- Many of the same strengths as the full-time Certified Strength and Conditioning Specialist.
- Being involved full-time in the daily on-goings of the high school allows the strength and conditioning professional the best opportunity to promote their program and gain the trust of the students and administration.
- Ability to build trust with coaches and have ongoing communication with sport coaches to understand and have a balance of training and sport practice.
- Training students during the day in a PE class eliminates conflicts with after school practices.
- A Certified Strength and Conditioning Specialist is most qualified to implement an educational curriculum to coincide with the training program during PE class. This helps improve athlete buy-in and addresses several national PE standards as well.
- Ability to build a quadrennial plan from 9th grade to 12th grade.
- Compensation: potentially the most financially rewarding option (i.e., full-time teaching salary, benefits, and possibly a coaching stipend for before/after school).
- Eliminates programming and coaching bias that may occur when a sport coach is in charge of these duties (i.e., a football coach programming for his athletes instead of the needs of the entire athletic department).
- The weight room is one of the best breeding grounds for success in all areas of life. The impact the full time coach can make on young athlete’s character development and the school and community is immeasurable.

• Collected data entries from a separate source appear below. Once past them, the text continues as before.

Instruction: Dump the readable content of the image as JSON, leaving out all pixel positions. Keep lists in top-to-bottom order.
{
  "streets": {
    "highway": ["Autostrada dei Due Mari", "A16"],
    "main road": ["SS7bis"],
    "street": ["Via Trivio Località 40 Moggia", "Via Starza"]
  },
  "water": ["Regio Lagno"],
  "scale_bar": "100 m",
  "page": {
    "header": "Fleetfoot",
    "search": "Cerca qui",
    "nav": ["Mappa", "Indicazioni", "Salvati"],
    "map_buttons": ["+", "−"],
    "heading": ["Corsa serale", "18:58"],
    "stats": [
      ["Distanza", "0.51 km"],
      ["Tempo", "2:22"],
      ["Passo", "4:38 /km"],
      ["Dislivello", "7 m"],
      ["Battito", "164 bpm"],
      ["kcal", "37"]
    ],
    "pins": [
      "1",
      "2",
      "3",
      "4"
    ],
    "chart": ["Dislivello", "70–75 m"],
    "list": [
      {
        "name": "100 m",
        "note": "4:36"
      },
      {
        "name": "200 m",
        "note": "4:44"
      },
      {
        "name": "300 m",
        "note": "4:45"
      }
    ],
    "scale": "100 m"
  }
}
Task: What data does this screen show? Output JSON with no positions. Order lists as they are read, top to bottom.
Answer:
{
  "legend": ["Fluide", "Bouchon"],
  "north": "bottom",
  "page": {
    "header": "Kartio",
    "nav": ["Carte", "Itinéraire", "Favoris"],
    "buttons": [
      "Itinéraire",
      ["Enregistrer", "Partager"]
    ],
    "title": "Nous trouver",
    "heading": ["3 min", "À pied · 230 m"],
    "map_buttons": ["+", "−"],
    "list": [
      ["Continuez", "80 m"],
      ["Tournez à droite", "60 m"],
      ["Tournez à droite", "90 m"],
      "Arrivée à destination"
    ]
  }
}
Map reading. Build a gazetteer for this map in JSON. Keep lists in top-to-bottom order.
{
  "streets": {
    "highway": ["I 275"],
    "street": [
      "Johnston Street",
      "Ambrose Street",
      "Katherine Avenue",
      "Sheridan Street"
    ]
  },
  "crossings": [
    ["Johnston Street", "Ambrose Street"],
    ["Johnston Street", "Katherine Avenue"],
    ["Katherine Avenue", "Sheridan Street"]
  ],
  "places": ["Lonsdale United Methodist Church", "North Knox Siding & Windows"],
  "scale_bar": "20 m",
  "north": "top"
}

- Topics discussed in a health education curriculum will help a strength and conditioning coach gain credibility as topics such as nutrition and sleep are in his/her scope of practice.
- In a public school, a professional teaching license is usually required. This may eliminate a large portion of the qualified candidate pool since many people who pursued strength and conditioning in college did not follow a teacher education track.
- Duties may include teaching other traditional physical education or health education classes. Again, this may be challenging or less than desirable for someone who wants to solely focus on strength and conditioning for athletes.